“No one has ever been able to find direct, defensible evidence that the behavior of the system regarding juvenile versus adult jurisdiction plays a direct role in overall crime trends,” said Jeffrey Butts, director of the John Jay College of Criminal Justice’s Research and Evaluation Center. “Crime trends behave the way they behave, and they have a lot more to do with general conditions in the community and everything else. If you’re working in the system, you start developing the belief that you are in control of these trends. Whenever people look at it seriously, it’s never true.”
If Florida transfers far more juveniles to criminal court than any other state and yet the state’s crime decline is about average, then it is simply wrong to credit criminal-court transfer for recent reductions in youth violence.
The 1995-2010 drop in violent crime ranged from –50% to –74% in these states, but the size of the decline was not related to the use of transfer.

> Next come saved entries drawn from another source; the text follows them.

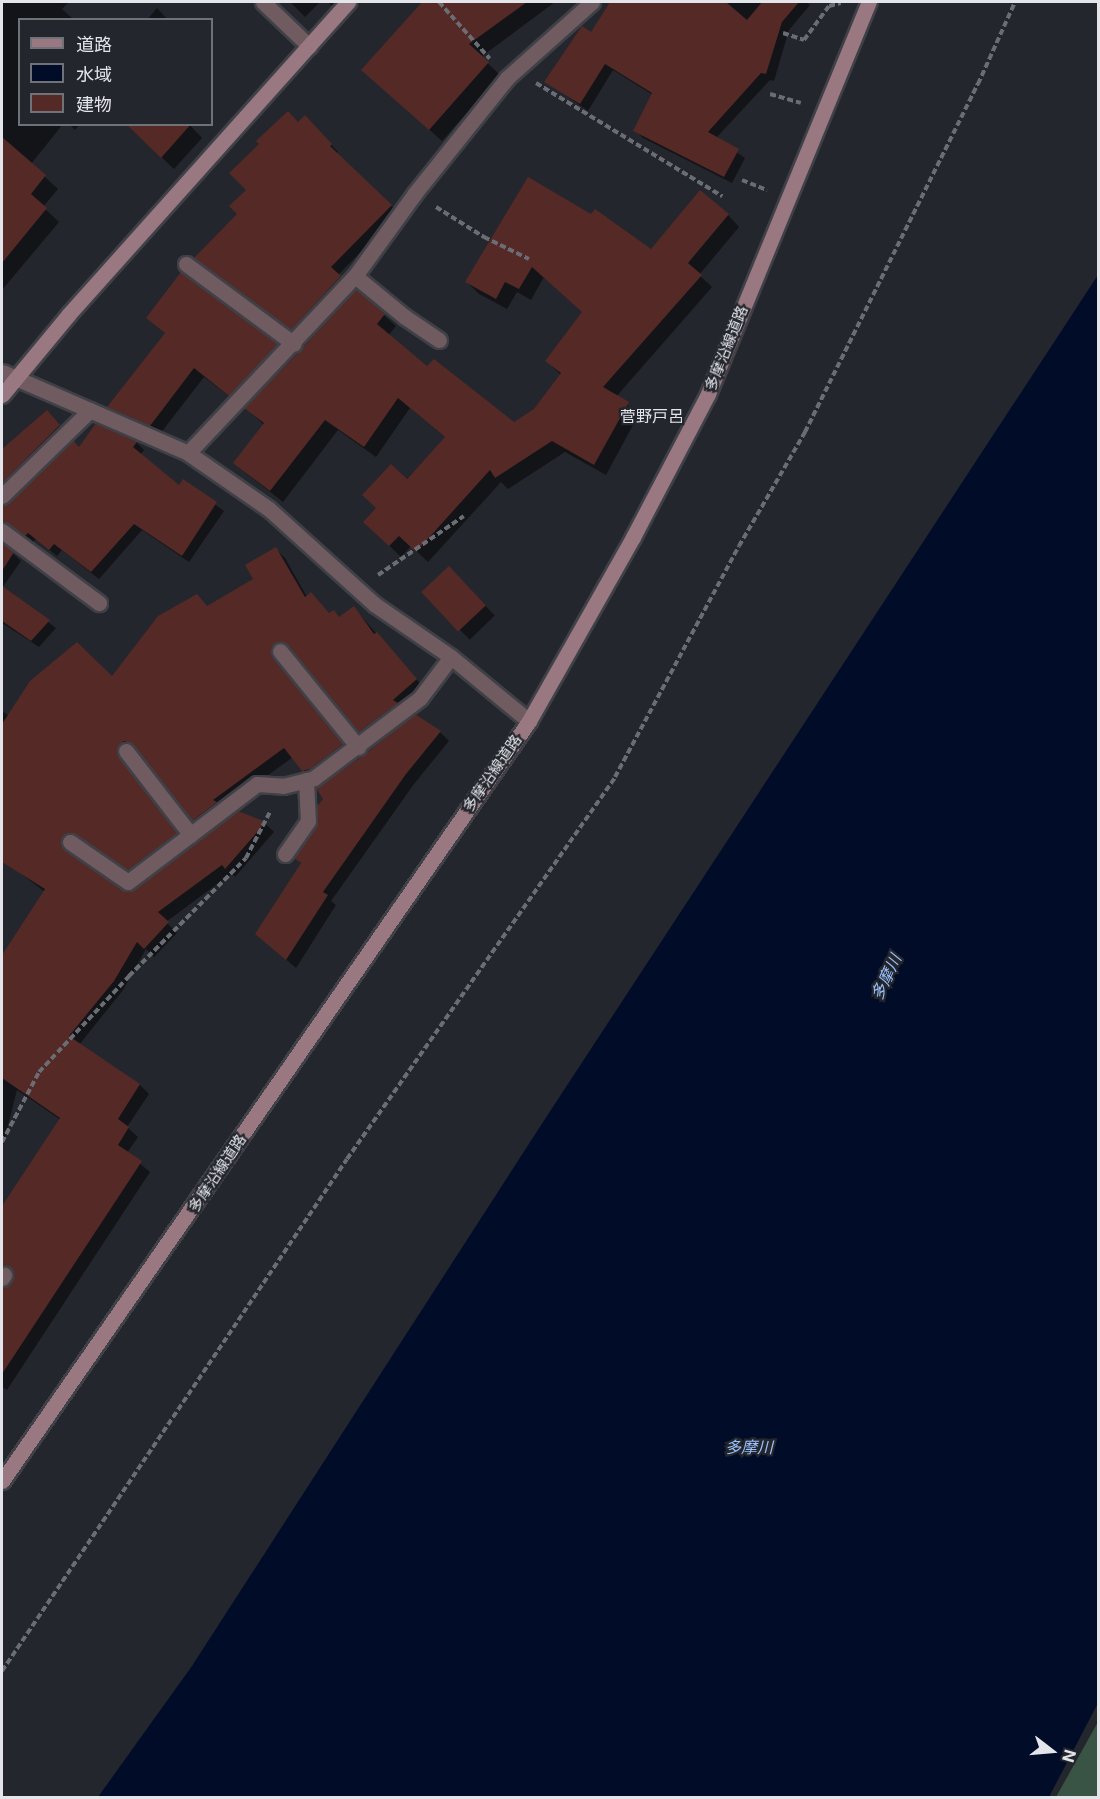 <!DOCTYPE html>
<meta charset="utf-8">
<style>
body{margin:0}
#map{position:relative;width:1100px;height:1799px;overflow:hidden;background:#24262d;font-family:Inter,"Noto Sans JP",sans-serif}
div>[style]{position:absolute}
.green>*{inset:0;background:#395345}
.water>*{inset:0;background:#000c28}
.shadow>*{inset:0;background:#0007;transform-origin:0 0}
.building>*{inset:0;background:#542926;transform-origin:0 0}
.path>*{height:4px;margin-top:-2px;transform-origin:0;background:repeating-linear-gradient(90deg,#6b6d74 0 6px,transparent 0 9px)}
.roads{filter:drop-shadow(2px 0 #3f4147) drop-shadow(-2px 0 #3f4147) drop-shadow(0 2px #3f4147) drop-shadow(0 -2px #3f4147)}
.lane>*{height:15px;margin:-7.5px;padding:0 7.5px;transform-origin:7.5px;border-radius:7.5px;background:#705b60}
.street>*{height:15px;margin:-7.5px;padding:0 7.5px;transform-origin:7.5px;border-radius:7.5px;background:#705b60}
.secondary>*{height:15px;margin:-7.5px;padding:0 7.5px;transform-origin:7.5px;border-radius:7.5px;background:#997881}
span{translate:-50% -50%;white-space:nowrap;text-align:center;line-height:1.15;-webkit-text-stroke:4.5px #24262d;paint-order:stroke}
.street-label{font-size:15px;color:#e3e5ea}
.neighbourhood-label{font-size:16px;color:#e3e5ea}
.water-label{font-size:16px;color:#9ac2fd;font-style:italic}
.frame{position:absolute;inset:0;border:3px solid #e3e5ea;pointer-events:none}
.legend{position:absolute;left:18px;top:18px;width:195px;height:108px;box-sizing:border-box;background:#24262d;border:2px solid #707279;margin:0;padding:8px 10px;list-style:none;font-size:18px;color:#e3e5ea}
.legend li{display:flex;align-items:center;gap:12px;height:30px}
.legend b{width:30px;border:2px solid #707279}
.north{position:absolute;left:1022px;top:1721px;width:60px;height:60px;-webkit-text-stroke:4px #24262d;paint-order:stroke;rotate:106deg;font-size:16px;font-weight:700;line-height:24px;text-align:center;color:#e3e5ea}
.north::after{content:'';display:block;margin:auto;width:21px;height:27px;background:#e3e5ea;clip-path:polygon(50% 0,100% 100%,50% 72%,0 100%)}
</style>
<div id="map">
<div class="green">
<i style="clip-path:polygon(1098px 1722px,1098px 1797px,1056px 1797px,1075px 1763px)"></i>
</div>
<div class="water">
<i style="clip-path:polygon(1098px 275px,1098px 1703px,1049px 1797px,98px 1797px,192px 1666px,545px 1119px)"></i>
</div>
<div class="shadow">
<i style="clip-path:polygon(2px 2px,69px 2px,62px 9px,74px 20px,20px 20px,20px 124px,63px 124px,31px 164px,58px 189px,43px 207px,59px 222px,2px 290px)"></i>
<i style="clip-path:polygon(290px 2px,320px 2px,305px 17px)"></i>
<i style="clip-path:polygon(328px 2px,350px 2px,339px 13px)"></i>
<i style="clip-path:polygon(424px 2px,555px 2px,481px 57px,500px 75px,442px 141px,363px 70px)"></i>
<i style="clip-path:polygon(612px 2px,806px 2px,810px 5px,789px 30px,774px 81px,770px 80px,716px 138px,745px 158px,732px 183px,643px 138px,635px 130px,653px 95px,613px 70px,588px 111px,546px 81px,590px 35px)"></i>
<i style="clip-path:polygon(157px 8px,168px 20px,147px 20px)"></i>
<i style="clip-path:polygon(298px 123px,312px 125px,338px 152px,336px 154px,399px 213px,338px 275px,348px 285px,299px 336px,196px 258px,239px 214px,248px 190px)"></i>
<i style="clip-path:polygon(69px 124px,80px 124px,75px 130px)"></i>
<i style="clip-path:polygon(127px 124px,189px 124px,202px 138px,174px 169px)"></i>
<i style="clip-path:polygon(529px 179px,651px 251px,728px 215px,739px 227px,699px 275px,712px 287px,616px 397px,639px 414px,606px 475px,565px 452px,508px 489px,501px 482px,428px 562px,411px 546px,401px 557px,365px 522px,446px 438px,410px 408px,376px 457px,338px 430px,283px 502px,247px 474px,235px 462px,264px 425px,246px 408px,303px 351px,356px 291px,396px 326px,388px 336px,428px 368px,514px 423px,535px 410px,561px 375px,547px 361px,583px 312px,544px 277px,531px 300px,517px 292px,507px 309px,479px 294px,467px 282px)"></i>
<i style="clip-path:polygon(148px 318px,277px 345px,286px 355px,239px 404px,204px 377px,160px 434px,119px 417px,109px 407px,166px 334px)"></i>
<i style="clip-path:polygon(47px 412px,66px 434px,2px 498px,2px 451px)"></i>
<i style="clip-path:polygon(96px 425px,137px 443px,144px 450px,140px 455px,179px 487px,183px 481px,224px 511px,189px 562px,142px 530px,99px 579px,62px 550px,57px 556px,36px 539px,33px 542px,16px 530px,5px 529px,2px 534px,2px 506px,10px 504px,80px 449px)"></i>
<i style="clip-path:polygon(2px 544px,21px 561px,2px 588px,56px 628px,39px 647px,2px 623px)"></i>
<i style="clip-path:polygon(276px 549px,285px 558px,307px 597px,330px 615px,340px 618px,354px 608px,425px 689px,369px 740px,293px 650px,284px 652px,279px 658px,281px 668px,351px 754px,312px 780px,293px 757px,222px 809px,203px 829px,141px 752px,135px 750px,126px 756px,127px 768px,185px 843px,138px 878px,86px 842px,75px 842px,69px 852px,71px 856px,122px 892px,134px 891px,238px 812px,265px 823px,274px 832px,235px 877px,232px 873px,166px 922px,177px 933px,154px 957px,146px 949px,123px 990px,79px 1045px,140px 1085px,149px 1094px,127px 1127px,138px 1137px,127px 1153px,150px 1172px,7px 1390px,2px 1387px,2px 1289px,11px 1285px,17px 1273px,5px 1278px,2px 1286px,2px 1209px,61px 1120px,17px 1090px,2px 1149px,2px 958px,45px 892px,19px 872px,43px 787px,2px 861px,2px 711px,9px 716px,112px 679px,208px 607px,255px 579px)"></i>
<i style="left:449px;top:568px;width:66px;height:35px;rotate:46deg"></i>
<i style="clip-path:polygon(440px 732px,449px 741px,414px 784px,331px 901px,336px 905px,296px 968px,266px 942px,302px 865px,296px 858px)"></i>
</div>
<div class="building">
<i style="clip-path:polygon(422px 2px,527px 2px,469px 44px,489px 62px,429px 130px,361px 70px)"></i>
<i style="clip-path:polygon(610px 2px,726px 2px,747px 20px,762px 2px,799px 2px,782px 22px,766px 74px,761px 73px,708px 132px,739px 149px,724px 177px,633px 131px,652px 93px,605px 64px,580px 104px,544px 82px,582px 26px,591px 32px)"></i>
<i style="clip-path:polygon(288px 111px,298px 122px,305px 115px,332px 144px,330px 146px,392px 205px,331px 267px,341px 276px,291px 330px,194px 258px,237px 214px,229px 206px,246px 190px,229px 173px,259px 144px,256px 141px)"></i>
<i style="clip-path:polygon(126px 124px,191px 124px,161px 158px)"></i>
<i style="clip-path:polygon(2px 137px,46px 175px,31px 194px,47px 208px,2px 263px)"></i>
<i style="clip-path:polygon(528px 177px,591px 214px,595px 209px,651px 249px,700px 190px,729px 214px,688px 263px,702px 275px,603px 387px,629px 402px,594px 465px,552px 441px,495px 478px,490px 470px,416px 552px,399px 536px,389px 546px,363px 522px,376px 508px,362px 495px,391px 464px,407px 479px,445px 437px,398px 398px,364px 447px,325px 420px,270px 491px,233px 463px,264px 423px,244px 408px,301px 350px,356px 289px,385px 314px,377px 324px,427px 366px,434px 359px,514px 422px,534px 409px,561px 373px,545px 361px,582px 312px,532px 267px,519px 289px,505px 282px,496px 299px,465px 282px)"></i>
<i style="clip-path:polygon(181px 272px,278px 344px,229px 396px,194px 368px,150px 426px,107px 407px,165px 333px,146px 318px)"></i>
<i style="clip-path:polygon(47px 410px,60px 425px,2px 483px,2px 449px)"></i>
<i style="clip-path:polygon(96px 423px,137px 442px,133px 447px,179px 485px,183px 479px,217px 502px,182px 556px,134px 524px,91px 572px,54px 544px,49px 550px,28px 533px,25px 536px,2px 521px,2px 505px,9px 503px,73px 440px,79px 447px)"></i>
<i style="clip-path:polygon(2px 543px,14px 552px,2px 571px)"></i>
<i style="clip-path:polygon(276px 547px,305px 597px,311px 592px,329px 613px,334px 610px,339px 617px,354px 606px,374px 634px,377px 632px,417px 679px,393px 700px,398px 703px,359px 732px,288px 645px,278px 642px,271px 648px,272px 657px,343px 744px,310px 769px,302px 771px,284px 748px,213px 800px,217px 802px,192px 821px,134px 745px,124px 741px,117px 748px,118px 756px,177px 833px,128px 870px,75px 834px,66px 833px,62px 837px,61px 846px,64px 850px,122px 890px,129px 892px,238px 811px,266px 822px,225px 869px,222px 865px,158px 912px,169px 922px,144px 949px,137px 942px,114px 981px,69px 1036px,140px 1084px,118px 1119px,129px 1127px,118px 1145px,142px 1161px,2px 1374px,2px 1288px,10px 1284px,14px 1275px,10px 1267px,2px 1266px,2px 1206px,60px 1118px,2px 1078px,2px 955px,45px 889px,2px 862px,2px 724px,30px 681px,77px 642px,112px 676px,158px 616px,197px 594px,207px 606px,253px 579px,245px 565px)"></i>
<i style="left:449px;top:566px;width:54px;height:38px;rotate:47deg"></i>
<i style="clip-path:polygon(2px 586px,50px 620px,31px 641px,2px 621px)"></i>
<i style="clip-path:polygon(415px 714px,441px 731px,406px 774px,323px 892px,328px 895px,286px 960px,255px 934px,301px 863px,294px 858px,316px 827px,317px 806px,323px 799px,316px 788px,364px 755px)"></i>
</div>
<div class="path">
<i style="left:439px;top:2px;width:76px;rotate:48.2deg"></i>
<i style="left:783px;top:33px;width:22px;rotate:18deg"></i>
<i style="left:804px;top:40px;width:42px;rotate:-53.7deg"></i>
<i style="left:829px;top:6px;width:12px;rotate:-14deg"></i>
<i style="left:536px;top:83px;width:218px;rotate:31.3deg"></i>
<i style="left:770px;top:94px;width:32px;rotate:16deg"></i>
<i style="left:742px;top:180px;width:27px;rotate:22deg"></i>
<i style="left:436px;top:207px;width:57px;rotate:32deg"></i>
<i style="left:484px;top:237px;width:50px;rotate:26.1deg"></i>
<i style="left:378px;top:575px;width:104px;rotate:-34.5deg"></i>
<i style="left:2px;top:1142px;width:79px;rotate:-62.1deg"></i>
<i style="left:39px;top:1072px;width:132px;rotate:-46.8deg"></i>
<i style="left:129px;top:976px;width:166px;rotate:-45.2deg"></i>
<i style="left:246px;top:858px;width:54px;rotate:-62.5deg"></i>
<i style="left:2px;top:1671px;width:617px;rotate:-56.03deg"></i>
<i style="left:347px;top:1159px;width:467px;rotate:-54.9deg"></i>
<i style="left:615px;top:777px;width:262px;rotate:-61.8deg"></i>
<i style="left:739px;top:546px;width:132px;rotate:-59.9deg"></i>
<i style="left:805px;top:432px;width:389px;rotate:-63.6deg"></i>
<i style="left:978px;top:84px;width:90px;rotate:-65.7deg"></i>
</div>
<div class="roads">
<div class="lane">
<i style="left:263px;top:2px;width:64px;rotate:43.7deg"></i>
<i style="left:186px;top:264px;width:134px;rotate:36.5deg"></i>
<i style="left:355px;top:276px;width:65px;rotate:39.4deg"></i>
<i style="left:405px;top:317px;width:41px;rotate:34.1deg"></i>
<i style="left:2px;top:496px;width:123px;rotate:-44.3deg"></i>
<i style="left:2px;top:531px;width:121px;rotate:36.6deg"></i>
<i style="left:280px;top:651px;width:124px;rotate:50.9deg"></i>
<i style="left:126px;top:751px;width:106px;rotate:52.3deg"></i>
<i style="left:70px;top:842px;width:70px;rotate:34.6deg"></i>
<i style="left:128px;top:882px;width:162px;rotate:-37.2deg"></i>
<i style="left:257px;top:784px;width:26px;rotate:4deg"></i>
<i style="left:283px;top:786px;width:32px;rotate:-14deg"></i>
<i style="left:314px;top:778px;width:133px;rotate:-37deg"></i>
<i style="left:420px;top:698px;width:51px;rotate:-52.9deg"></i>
<i style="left:285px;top:854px;width:40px;rotate:-55.1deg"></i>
<i style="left:308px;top:821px;width:41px;rotate:-92.8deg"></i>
<i style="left:2px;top:1278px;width:4px;rotate:-56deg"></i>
</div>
<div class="street">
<i style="left:2px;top:372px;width:203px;rotate:23.5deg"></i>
<i style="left:188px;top:453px;width:98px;rotate:34.7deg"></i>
<i style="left:269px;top:509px;width:142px;rotate:42.1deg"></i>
<i style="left:374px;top:604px;width:93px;rotate:34.5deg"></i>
<i style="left:451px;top:657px;width:101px;rotate:39.4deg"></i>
<i style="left:188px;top:453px;width:243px;rotate:-46.7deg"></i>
<i style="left:355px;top:276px;width:102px;rotate:-54.1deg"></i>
<i style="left:415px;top:193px;width:147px;rotate:-51.3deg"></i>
<i style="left:507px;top:78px;width:114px;rotate:-41.8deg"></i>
</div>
<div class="secondary">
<i style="left:2px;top:395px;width:105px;rotate:-50.4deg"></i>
<i style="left:69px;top:314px;width:419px;rotate:-48.2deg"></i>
<i style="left:2px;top:1481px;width:925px;rotate:-55.26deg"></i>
<i style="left:529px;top:721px;width:211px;rotate:-60.5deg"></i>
<i style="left:633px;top:537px;width:161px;rotate:-62.3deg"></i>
<i style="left:708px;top:394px;width:424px;rotate:-67.7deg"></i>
</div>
</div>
<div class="street-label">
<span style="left:726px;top:348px;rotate:-68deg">多摩沿線道路</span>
<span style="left:492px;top:773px;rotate:-55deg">多摩沿線道路</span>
<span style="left:217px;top:1173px;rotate:-56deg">多摩沿線道路</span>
</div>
<div class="neighbourhood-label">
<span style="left:652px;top:416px">菅野戸呂</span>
</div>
<div class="water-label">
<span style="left:886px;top:977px;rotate:-65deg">多摩川</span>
<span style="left:749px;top:1447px">多摩川</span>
</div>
<div class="frame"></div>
<ul class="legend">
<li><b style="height:8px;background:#997881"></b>道路</li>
<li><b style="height:16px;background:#000c28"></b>水域</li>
<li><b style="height:16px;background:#542926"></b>建物</li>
</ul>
<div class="north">N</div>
</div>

Florida transfers more youth than any other state, but its violent crime drop (–57%) was in the middle of the range. In states that use transfer much less often, total violent crime fell almost as much (California and Washington) or far more (Ohio) than it did in Florida.
Meaningful reforms in juvenile crime policy have been difficult to achieve. Lawmakers are torn between the views of youth advocates who defend a traditional juvenile court that no longer exists, and hardliners who want to send even more youths to an adult court system that is still not prepared to deal with them properly. Focusing the attention of policy makers on the need to build a new youth justice system with a diverse menu of options for young offenders might help calm the acrimonious debates about transferring young offenders to adult court.